§ **WHAT TO PRODUCE**: The answer must consist of the records below, repeated exactly.

Records contained in a dataset
+ + + + + + +

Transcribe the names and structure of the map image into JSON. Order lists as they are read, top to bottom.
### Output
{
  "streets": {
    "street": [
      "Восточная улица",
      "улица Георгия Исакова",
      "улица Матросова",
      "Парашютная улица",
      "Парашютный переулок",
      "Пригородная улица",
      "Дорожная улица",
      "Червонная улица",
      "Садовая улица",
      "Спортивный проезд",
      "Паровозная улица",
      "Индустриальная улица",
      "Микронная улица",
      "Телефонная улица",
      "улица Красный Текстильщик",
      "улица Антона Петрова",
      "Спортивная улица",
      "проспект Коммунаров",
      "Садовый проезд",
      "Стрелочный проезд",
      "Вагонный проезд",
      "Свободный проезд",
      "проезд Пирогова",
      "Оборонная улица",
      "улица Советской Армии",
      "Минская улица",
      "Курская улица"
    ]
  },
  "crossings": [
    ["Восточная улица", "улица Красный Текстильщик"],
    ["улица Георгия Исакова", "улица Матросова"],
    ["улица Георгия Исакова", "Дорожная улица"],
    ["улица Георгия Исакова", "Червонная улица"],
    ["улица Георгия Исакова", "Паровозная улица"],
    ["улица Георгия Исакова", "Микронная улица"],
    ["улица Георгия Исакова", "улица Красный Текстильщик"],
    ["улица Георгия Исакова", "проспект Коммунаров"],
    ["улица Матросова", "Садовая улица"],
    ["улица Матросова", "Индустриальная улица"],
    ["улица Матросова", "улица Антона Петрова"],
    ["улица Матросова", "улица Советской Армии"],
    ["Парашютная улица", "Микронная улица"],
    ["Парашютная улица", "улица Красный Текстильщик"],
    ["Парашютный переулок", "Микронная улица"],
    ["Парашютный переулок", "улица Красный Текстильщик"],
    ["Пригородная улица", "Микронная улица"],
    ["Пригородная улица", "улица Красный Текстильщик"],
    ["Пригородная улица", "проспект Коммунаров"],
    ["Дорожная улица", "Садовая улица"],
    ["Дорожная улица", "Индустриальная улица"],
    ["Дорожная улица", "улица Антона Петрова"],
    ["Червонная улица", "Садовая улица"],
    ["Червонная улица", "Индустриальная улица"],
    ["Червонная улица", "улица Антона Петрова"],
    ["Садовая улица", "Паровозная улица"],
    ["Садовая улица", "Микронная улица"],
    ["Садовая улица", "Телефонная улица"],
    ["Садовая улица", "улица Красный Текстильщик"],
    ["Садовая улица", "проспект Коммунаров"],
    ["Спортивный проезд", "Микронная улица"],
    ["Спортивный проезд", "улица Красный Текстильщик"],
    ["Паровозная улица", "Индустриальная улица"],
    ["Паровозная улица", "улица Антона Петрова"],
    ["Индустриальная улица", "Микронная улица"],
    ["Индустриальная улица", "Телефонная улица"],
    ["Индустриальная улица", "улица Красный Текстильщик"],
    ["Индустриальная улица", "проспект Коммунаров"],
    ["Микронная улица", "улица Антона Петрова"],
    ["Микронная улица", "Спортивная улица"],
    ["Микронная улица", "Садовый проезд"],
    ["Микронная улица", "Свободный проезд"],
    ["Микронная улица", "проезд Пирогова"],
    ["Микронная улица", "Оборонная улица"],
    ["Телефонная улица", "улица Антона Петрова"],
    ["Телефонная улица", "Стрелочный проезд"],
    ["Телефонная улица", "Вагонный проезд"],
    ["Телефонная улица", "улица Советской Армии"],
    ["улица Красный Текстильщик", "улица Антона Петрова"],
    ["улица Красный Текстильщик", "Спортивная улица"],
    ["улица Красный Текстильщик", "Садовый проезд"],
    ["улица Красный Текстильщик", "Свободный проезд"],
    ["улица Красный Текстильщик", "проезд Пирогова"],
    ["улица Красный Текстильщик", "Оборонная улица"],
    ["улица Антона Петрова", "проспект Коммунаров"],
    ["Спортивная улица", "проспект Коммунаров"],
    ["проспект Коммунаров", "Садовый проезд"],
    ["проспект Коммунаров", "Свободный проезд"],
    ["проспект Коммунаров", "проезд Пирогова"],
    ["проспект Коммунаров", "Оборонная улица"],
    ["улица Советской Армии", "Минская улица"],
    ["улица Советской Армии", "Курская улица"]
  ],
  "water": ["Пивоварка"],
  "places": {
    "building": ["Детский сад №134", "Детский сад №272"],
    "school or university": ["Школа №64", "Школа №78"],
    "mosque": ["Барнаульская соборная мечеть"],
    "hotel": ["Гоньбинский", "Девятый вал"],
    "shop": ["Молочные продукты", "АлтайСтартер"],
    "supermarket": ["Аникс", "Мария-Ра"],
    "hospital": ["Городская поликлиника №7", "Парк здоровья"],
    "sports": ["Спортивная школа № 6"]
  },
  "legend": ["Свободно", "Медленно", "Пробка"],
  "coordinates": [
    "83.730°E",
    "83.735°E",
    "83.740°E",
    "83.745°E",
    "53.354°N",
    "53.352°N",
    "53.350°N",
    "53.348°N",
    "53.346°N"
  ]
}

+ + + + + + +

§ **RESPONSE AREA**:
Transcribe the names and structure of the map image into JSON. Order lists as they are read, top to bottom.
### Output
{
  "streets": {
    "street": [
      "Восточная улица",
      "улица Георгия Исакова",
      "улица Матросова",
      "Парашютная улица",
      "Парашютный переулок",
      "Пригородная улица",
      "Дорожная улица",
      "Червонная улица",
      "Садовая улица",
      "Спортивный проезд",
      "Паровозная улица",
      "Индустриальная улица",
      "Микронная улица",
      "Телефонная улица",
      "улица Красный Текстильщик",
      "улица Антона Петрова",
      "Спортивная улица",
      "проспект Коммунаров",
      "Садовый проезд",
      "Стрелочный проезд",
      "Вагонный проезд",
      "Свободный проезд",
      "проезд Пирогова",
      "Оборонная улица",
      "улица Советской Армии",
      "Минская улица",
      "Курская улица"
    ]
  },
  "crossings": [
    ["Восточная улица", "улица Красный Текстильщик"],
    ["улица Георгия Исакова", "улица Матросова"],
    ["улица Георгия Исакова", "Дорожная улица"],
    ["улица Георгия Исакова", "Червонная улица"],
    ["улица Георгия Исакова", "Паровозная улица"],
    ["улица Георгия Исакова", "Микронная улица"],
    ["улица Георгия Исакова", "улица Красный Текстильщик"],
    ["улица Георгия Исакова", "проспект Коммунаров"],
    ["улица Матросова", "Садовая улица"],
    ["улица Матросова", "Индустриальная улица"],
    ["улица Матросова", "улица Антона Петрова"],
    ["улица Матросова", "улица Советской Армии"],
    ["Парашютная улица", "Микронная улица"],
    ["Парашютная улица", "улица Красный Текстильщик"],
    ["Парашютный переулок", "Микронная улица"],
    ["Парашютный переулок", "улица Красный Текстильщик"],
    ["Пригородная улица", "Микронная улица"],
    ["Пригородная улица", "улица Красный Текстильщик"],
    ["Пригородная улица", "проспект Коммунаров"],
    ["Дорожная улица", "Садовая улица"],
    ["Дорожная улица", "Индустриальная улица"],
    ["Дорожная улица", "улица Антона Петрова"],
    ["Червонная улица", "Садовая улица"],
    ["Червонная улица", "Индустриальная улица"],
    ["Червонная улица", "улица Антона Петрова"],
    ["Садовая улица", "Паровозная улица"],
    ["Садовая улица", "Микронная улица"],
    ["Садовая улица", "Телефонная улица"],
    ["Садовая улица", "улица Красный Текстильщик"],
    ["Садовая улица", "проспект Коммунаров"],
    ["Спортивный проезд", "Микронная улица"],
    ["Спортивный проезд", "улица Красный Текстильщик"],
    ["Паровозная улица", "Индустриальная улица"],
    ["Паровозная улица", "улица Антона Петрова"],
    ["Индустриальная улица", "Микронная улица"],
    ["Индустриальная улица", "Телефонная улица"],
    ["Индустриальная улица", "улица Красный Текстильщик"],
    ["Индустриальная улица", "проспект Коммунаров"],
    ["Микронная улица", "улица Антона Петрова"],
    ["Микронная улица", "Спортивная улица"],
    ["Микронная улица", "Садовый проезд"],
    ["Микронная улица", "Свободный проезд"],
    ["Микронная улица", "проезд Пирогова"],
    ["Микронная улица", "Оборонная улица"],
    ["Телефонная улица", "улица Антона Петрова"],
    ["Телефонная улица", "Стрелочный проезд"],
    ["Телефонная улица", "Вагонный проезд"],
    ["Телефонная улица", "улица Советской Армии"],
    ["улица Красный Текстильщик", "улица Антона Петрова"],
    ["улица Красный Текстильщик", "Спортивная улица"],
    ["улица Красный Текстильщик", "Садовый проезд"],
    ["улица Красный Текстильщик", "Свободный проезд"],
    ["улица Красный Текстильщик", "проезд Пирогова"],
    ["улица Красный Текстильщик", "Оборонная улица"],
    ["улица Антона Петрова", "проспект Коммунаров"],
    ["Спортивная улица", "проспект Коммунаров"],
    ["проспект Коммунаров", "Садовый проезд"],
    ["проспект Коммунаров", "Свободный проезд"],
    ["проспект Коммунаров", "проезд Пирогова"],
    ["проспект Коммунаров", "Оборонная улица"],
    ["улица Советской Армии", "Минская улица"],
    ["улица Советской Армии", "Курская улица"]
  ],
  "water": ["Пивоварка"],
  "places": {
    "building": ["Детский сад №134", "Детский сад №272"],
    "school or university": ["Школа №64", "Школа №78"],
    "mosque": ["Барнаульская соборная мечеть"],
    "hotel": ["Гоньбинский", "Девятый вал"],
    "shop": ["Молочные продукты", "АлтайСтартер"],
    "supermarket": ["Аникс", "Мария-Ра"],
    "hospital": ["Городская поликлиника №7", "Парк здоровья"],
    "sports": ["Спортивная школа № 6"]
  },
  "legend": ["Свободно", "Медленно", "Пробка"],
  "coordinates": [
    "83.730°E",
    "83.735°E",
    "83.740°E",
    "83.745°E",
    "53.354°N",
    "53.352°N",
    "53.350°N",
    "53.348°N",
    "53.346°N"
  ]
}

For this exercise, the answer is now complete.